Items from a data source
★ ★ ★ ★ ★ ★ ★
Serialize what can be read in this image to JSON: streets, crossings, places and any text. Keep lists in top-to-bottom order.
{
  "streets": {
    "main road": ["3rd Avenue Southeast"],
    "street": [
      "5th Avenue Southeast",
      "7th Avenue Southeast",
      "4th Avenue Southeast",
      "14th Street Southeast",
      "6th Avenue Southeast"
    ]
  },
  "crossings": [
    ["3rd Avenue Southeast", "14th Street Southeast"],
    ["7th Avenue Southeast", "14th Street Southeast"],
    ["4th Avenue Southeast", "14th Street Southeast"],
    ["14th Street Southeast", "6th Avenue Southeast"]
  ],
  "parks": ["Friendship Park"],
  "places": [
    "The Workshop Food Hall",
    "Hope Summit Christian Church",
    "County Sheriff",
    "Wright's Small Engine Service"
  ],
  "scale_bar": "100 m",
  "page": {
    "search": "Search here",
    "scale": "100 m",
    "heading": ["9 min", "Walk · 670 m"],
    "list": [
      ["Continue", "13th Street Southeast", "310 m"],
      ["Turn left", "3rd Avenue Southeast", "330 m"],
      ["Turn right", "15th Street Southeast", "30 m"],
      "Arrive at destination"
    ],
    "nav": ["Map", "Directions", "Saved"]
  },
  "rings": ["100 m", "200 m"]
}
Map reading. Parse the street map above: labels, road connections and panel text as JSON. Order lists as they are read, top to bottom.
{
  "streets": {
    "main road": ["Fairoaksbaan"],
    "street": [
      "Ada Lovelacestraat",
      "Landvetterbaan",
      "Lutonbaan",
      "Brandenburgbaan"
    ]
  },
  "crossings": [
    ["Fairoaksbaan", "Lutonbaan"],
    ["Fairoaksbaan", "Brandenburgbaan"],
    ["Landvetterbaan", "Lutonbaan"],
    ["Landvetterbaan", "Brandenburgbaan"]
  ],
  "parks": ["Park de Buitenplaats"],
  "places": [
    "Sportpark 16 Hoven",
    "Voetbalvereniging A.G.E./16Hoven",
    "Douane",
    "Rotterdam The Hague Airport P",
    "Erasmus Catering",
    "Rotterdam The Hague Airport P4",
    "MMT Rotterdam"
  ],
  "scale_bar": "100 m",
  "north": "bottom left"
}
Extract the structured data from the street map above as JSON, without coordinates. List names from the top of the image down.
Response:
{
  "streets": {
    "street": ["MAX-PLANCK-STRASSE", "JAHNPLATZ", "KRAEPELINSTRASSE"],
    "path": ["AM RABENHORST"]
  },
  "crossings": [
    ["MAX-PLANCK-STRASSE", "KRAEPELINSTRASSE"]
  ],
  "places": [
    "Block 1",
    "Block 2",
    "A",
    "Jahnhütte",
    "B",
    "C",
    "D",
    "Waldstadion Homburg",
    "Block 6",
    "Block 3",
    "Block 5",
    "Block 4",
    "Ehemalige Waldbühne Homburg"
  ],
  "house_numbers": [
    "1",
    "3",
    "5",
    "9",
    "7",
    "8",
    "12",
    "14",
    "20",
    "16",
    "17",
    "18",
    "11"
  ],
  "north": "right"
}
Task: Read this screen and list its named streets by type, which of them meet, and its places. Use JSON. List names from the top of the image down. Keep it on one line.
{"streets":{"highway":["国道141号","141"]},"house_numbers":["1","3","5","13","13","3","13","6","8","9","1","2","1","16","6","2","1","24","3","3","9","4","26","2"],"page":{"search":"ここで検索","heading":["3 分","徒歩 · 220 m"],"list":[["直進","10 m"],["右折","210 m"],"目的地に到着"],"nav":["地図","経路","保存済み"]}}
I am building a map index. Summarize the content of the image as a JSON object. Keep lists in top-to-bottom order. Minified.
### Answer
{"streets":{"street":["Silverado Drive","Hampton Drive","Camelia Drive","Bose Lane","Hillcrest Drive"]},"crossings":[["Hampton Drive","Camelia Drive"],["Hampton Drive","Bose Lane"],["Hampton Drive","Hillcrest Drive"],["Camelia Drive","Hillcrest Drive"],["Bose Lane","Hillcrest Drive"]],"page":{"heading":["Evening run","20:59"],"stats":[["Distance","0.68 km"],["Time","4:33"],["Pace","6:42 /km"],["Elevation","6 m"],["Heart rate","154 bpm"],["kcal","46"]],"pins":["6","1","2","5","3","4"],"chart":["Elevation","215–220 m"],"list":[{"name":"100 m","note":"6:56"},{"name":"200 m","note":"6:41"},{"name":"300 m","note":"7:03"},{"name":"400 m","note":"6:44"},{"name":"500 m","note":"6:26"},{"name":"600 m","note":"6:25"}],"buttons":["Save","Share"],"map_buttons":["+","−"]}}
★ ★ ★ ★ ★ ★ ★
### Exercise brief
The answer is a portion of the data. Write out exactly the line with "I am building" and all lines after it.

### Exercise solution
I am building a map index. Summarize the content of the image as a JSON object. Keep lists in top-to-bottom order. Minified.
### Answer
{"streets":{"street":["Silverado Drive","Hampton Drive","Camelia Drive","Bose Lane","Hillcrest Drive"]},"crossings":[["Hampton Drive","Camelia Drive"],["Hampton Drive","Bose Lane"],["Hampton Drive","Hillcrest Drive"],["Camelia Drive","Hillcrest Drive"],["Bose Lane","Hillcrest Drive"]],"page":{"heading":["Evening run","20:59"],"stats":[["Distance","0.68 km"],["Time","4:33"],["Pace","6:42 /km"],["Elevation","6 m"],["Heart rate","154 bpm"],["kcal","46"]],"pins":["6","1","2","5","3","4"],"chart":["Elevation","215–220 m"],"list":[{"name":"100 m","note":"6:56"},{"name":"200 m","note":"6:41"},{"name":"300 m","note":"7:03"},{"name":"400 m","note":"6:44"},{"name":"500 m","note":"6:26"},{"name":"600 m","note":"6:25"}],"buttons":["Save","Share"],"map_buttons":["+","−"]}}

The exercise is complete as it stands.